TASK BRIEF:
The required output is every line from the beginning of the entries below through the line that includes "0 #4b4f53) drop-shadow(-2px", copied exactly.

ENTRIES PROVIDED:
──────
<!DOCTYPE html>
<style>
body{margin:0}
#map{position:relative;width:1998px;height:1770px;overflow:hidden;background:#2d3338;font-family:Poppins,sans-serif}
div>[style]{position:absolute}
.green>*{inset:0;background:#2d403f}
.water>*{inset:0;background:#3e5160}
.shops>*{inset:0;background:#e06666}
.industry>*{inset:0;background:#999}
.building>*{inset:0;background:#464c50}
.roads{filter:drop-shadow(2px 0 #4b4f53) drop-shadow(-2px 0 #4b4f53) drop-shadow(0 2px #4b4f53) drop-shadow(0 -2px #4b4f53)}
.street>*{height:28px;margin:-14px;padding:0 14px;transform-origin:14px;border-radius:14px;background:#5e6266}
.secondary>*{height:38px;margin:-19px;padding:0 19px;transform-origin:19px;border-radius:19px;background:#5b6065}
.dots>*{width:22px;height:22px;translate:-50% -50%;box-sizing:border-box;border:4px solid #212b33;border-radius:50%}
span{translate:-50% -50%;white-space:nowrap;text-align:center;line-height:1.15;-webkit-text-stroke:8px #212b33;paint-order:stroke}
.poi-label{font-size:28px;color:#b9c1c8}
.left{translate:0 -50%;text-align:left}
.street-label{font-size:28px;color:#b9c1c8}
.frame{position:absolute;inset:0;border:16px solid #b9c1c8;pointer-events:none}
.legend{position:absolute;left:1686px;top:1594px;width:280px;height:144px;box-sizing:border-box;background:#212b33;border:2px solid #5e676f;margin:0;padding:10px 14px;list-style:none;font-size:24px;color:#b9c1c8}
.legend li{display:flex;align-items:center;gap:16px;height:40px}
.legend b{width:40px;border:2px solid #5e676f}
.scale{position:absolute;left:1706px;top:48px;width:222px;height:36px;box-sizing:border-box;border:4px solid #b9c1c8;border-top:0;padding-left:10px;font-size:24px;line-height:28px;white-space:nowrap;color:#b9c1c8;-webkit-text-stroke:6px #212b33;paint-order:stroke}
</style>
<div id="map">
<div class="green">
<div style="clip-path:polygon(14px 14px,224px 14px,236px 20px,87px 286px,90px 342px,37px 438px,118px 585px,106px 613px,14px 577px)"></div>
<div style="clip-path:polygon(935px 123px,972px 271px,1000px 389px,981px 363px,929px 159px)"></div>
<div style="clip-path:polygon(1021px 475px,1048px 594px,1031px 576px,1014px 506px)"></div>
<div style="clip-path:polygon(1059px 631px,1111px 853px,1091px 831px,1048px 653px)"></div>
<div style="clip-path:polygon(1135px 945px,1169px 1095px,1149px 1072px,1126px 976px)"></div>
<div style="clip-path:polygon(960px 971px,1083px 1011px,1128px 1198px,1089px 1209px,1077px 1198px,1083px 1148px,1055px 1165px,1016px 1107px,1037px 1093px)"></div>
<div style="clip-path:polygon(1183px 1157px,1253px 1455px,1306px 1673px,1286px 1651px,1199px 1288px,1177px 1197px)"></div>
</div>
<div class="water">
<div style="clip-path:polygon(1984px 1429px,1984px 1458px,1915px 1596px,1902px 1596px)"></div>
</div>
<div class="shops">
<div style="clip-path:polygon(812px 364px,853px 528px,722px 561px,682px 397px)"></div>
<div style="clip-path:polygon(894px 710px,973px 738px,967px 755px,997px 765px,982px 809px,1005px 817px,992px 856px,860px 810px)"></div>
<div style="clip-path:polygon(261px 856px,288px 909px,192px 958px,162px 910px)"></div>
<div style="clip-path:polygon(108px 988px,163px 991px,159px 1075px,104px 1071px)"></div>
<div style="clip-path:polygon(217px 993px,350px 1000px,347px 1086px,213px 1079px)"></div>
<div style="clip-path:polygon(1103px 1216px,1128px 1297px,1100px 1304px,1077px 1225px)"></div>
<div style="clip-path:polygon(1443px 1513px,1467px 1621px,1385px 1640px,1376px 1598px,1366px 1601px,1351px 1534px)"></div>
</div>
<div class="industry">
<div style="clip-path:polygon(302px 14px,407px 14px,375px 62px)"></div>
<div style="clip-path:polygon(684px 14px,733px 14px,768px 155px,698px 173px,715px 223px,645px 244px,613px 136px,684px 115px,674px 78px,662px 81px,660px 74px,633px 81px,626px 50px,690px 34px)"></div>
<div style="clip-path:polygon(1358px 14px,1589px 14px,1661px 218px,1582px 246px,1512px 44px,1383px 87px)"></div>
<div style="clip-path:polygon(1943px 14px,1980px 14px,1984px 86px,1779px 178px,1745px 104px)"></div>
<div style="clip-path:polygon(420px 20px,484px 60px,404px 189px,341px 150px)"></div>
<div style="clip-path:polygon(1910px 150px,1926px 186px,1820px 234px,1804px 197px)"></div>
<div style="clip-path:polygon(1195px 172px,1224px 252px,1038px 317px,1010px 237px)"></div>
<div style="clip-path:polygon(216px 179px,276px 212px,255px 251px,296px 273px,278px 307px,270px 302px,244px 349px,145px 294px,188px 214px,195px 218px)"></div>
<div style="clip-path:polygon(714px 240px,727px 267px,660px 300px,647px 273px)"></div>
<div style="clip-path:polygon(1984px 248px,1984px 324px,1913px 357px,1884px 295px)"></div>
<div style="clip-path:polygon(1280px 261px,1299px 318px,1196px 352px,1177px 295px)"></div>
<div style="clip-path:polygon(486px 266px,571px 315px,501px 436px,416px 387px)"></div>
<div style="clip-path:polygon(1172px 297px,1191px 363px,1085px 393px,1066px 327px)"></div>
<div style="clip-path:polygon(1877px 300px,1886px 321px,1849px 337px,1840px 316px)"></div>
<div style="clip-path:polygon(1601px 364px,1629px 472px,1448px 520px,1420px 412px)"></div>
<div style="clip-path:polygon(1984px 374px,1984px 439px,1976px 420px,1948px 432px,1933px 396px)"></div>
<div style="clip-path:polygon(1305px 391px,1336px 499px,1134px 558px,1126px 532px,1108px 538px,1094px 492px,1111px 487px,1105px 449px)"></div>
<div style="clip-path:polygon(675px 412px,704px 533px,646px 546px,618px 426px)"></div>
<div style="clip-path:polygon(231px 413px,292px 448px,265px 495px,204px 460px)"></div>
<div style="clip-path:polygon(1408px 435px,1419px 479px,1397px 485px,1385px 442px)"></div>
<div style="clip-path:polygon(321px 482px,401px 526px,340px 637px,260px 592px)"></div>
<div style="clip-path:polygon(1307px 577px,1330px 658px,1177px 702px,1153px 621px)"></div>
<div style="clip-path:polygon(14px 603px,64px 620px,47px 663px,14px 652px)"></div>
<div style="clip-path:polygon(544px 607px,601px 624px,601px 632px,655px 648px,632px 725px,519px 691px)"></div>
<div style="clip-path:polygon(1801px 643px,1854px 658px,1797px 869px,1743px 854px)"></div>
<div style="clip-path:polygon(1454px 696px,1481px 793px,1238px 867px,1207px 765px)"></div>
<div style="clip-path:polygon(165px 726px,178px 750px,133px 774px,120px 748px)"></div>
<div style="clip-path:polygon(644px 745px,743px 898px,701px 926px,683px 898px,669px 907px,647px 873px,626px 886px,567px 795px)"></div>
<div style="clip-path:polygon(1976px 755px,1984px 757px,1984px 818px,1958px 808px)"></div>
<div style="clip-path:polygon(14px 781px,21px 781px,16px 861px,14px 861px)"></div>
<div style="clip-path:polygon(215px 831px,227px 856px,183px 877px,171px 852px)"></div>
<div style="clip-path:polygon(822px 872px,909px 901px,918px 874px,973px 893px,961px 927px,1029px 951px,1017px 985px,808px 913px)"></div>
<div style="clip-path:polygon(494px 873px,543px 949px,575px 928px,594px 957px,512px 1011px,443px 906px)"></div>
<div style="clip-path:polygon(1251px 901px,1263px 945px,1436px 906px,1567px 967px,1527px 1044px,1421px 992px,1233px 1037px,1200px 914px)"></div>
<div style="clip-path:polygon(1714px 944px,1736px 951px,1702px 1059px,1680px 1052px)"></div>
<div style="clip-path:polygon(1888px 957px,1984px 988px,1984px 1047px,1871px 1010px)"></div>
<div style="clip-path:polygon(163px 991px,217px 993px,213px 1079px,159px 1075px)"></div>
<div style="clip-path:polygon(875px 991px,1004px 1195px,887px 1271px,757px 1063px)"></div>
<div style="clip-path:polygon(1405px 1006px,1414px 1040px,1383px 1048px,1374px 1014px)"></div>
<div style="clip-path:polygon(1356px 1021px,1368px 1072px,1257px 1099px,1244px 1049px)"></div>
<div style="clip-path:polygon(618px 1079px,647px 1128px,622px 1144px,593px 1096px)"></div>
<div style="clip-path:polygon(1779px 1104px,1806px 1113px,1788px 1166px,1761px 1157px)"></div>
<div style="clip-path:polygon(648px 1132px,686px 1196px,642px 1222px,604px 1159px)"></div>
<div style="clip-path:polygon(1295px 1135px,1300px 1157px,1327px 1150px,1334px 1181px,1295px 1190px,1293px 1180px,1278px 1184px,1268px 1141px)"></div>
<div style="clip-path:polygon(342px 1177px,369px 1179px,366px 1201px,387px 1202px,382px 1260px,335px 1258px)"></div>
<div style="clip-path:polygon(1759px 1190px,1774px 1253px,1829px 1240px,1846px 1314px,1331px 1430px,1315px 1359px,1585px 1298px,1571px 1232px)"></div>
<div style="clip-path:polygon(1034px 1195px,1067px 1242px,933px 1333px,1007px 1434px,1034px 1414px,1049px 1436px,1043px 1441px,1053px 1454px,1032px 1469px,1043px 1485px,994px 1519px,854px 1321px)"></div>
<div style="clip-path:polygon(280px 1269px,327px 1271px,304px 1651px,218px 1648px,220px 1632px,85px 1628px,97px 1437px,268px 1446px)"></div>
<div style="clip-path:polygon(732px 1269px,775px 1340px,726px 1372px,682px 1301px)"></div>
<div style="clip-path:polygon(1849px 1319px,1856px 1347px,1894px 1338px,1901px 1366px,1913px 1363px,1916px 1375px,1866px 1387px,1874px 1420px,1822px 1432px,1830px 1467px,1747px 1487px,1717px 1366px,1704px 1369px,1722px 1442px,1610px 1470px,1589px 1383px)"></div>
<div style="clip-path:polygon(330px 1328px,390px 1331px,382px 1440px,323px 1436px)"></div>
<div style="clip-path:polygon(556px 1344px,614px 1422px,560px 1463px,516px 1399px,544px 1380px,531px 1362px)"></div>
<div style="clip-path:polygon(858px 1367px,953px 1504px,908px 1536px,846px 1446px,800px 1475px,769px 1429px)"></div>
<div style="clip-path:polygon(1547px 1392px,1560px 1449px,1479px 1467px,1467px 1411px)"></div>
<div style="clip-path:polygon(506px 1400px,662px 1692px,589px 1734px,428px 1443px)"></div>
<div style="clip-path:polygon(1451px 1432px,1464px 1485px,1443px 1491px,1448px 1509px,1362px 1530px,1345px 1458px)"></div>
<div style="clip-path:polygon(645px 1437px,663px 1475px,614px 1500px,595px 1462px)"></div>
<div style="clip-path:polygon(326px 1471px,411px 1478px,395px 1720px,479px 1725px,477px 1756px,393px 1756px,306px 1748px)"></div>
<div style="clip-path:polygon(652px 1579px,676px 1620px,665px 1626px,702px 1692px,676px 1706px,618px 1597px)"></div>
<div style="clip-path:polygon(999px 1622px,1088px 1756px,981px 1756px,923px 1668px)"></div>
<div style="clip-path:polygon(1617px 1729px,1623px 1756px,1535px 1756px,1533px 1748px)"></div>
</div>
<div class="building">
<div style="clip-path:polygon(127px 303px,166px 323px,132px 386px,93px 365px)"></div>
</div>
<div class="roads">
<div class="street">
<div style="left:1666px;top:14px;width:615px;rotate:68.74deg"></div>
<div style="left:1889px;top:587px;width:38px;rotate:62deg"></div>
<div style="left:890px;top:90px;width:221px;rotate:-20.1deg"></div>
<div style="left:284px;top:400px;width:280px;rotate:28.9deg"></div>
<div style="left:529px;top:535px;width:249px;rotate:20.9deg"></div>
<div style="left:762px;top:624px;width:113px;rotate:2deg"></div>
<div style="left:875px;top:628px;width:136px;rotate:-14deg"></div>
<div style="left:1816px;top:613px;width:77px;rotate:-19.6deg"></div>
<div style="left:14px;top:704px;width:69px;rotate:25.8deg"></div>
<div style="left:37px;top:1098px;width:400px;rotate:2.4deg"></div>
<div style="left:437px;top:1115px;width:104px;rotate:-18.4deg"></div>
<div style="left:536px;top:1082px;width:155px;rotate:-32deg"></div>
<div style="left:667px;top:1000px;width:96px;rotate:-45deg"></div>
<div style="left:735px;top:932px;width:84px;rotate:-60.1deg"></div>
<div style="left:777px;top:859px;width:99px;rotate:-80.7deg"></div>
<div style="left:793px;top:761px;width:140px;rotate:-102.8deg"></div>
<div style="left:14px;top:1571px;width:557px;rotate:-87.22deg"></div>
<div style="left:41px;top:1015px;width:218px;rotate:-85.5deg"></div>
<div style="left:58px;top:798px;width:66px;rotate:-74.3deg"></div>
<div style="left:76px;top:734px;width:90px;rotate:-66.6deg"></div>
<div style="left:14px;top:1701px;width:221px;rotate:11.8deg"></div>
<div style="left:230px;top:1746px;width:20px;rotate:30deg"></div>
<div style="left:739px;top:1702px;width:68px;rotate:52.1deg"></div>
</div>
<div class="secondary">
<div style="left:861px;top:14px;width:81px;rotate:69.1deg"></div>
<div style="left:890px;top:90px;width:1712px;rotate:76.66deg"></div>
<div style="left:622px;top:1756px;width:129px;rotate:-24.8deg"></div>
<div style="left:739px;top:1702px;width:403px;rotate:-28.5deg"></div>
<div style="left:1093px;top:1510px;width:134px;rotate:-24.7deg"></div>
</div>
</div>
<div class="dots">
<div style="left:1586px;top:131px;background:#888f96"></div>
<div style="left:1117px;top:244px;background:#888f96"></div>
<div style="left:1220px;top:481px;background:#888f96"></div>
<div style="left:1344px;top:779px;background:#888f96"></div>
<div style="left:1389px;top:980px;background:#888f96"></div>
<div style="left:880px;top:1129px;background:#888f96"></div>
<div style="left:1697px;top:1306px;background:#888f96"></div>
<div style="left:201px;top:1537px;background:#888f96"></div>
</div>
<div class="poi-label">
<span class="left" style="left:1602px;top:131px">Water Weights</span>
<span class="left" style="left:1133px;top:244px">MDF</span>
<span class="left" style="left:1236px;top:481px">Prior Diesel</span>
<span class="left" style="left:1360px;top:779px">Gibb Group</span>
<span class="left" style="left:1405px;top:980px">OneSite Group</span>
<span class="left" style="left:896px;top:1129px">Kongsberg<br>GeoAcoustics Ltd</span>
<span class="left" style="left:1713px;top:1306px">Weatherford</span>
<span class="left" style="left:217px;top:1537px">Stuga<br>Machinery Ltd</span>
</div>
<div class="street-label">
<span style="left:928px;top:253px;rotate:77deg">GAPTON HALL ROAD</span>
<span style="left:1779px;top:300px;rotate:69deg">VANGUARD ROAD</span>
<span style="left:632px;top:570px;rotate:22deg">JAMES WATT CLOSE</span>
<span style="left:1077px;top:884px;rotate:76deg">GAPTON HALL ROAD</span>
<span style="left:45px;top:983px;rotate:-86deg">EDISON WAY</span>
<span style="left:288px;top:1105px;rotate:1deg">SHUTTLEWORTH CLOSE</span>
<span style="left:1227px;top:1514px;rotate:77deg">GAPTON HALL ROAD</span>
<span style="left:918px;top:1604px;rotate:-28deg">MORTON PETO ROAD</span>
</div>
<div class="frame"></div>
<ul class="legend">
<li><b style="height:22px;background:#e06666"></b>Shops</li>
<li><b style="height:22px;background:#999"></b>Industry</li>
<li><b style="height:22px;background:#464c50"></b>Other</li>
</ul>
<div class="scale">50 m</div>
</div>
──────
ANSWER FOR THIS EXERCISE:
<!DOCTYPE html>
<style>
body{margin:0}
#map{position:relative;width:1998px;height:1770px;overflow:hidden;background:#2d3338;font-family:Poppins,sans-serif}
div>[style]{position:absolute}
.green>*{inset:0;background:#2d403f}
.water>*{inset:0;background:#3e5160}
.shops>*{inset:0;background:#e06666}
.industry>*{inset:0;background:#999}
.building>*{inset:0;background:#464c50}
.roads{filter:drop-shadow(2px 0 #4b4f53) drop-shadow(-2px 0 #4b4f53) drop-shadow(0 2px #4b4f53) drop-shadow(0 -2px #4b4f53)}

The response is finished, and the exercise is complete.